9 Replies Latest reply on Mar 12, 2009 5:22 PM by ryta1203

    Odd Performance Results

    ryta1203

      Given three simple kernels:

      kernel void foo1(float4 a<>, out float4 f1<>{ f1=a;}

      kernel void foo2(float4 a<>, out float4 f1<>, out float4 f2<>{f1=a;f2=a;}

      kernel void foo3(float4 a<>, out float4 f1<>, out float4 f2<>, out float4 f3<>{f1=a;f2=a;f3=a;}

      Why would foo3 running faster than foo1 and foo2 given small stream sizes: <8,8>, <16,16>, etc...??? This confused me, it doesn't seem to happen at larger stream sizes, say <1024, 1024>.

      I looked at the ISA and it's the same except that foo2 has 1 more bundle than foo1 (all MOV instr) and has burstcount(1) and foo3 has 1 more bundle than foo2 (all MOV instr) and has burstcount(2).

        • Odd Performance Results
          ryta1203

          In case this wasn't clear, foo3 is running FASTER than foo2 and foo3 is running FASTER than foo1, but only for very small stream sizes, for example 1 or 2 wavefronts (This is all I have tested so far).

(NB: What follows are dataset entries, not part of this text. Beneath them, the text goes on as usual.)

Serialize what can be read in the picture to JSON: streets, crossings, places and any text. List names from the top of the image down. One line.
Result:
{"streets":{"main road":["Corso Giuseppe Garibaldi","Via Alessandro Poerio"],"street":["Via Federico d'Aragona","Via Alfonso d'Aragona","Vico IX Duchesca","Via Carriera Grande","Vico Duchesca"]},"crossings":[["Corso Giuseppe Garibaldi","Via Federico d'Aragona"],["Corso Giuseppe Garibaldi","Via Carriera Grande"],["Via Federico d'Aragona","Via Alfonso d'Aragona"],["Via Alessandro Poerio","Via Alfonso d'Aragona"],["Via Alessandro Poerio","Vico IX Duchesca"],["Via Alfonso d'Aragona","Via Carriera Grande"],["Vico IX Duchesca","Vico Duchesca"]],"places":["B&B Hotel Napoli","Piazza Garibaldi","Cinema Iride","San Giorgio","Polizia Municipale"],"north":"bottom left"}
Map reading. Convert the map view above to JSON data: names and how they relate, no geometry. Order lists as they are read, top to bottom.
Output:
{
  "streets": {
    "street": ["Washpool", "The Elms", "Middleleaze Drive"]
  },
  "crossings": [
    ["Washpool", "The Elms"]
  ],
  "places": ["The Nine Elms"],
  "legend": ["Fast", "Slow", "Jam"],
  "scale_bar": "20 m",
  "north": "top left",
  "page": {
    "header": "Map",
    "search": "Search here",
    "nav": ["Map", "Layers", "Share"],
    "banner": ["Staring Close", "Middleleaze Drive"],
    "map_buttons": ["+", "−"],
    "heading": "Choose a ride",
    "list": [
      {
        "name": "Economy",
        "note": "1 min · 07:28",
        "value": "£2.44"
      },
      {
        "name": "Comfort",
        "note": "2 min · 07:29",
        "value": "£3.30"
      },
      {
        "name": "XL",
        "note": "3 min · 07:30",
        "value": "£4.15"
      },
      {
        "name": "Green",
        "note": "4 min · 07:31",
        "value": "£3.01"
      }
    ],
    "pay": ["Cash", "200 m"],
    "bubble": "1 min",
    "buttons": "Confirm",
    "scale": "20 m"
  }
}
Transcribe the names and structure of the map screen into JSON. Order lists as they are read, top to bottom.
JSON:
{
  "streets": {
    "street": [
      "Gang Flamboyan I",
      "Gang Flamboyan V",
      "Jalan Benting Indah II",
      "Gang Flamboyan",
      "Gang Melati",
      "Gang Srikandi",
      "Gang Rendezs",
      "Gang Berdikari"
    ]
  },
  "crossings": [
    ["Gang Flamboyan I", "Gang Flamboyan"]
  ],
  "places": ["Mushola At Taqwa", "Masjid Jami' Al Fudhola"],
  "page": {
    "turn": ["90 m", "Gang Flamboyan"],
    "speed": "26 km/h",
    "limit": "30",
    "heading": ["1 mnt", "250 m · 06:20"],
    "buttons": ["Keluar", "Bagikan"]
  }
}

            • Odd Performance Results
              ryta1203

              I'm going to assume that this is some kind of bug and AMD has no idea why this happens.

                • Odd Performance Results
                  MicahVillmow

                  Ryta,

                   There are a lot of reasons why the performance can be different and there just is not enough information right now to make a valid judgement on it. When you are dealing with sizes that small, you are not longer hitting the normal bottlenecks on the chips and they require detailed analysis to figure out exactly what is causing the perceived performance differences.

                   

                    • Odd Performance Results
                      ryta1203

                       

                      Originally posted by: MicahVillmow Ryta,

                       There are a lot of reasons why the performance can be different and there just is not enough information right now to make a valid judgement on it. When you are dealing with sizes that small, you are not longer hitting the normal bottlenecks on the chips and they require detailed analysis to figure out exactly what is causing the perceived performance differences.

                       

                       

                      OK. Yeah, it just seems odd that output 2 floats is slower than outputing 3, everything else equal.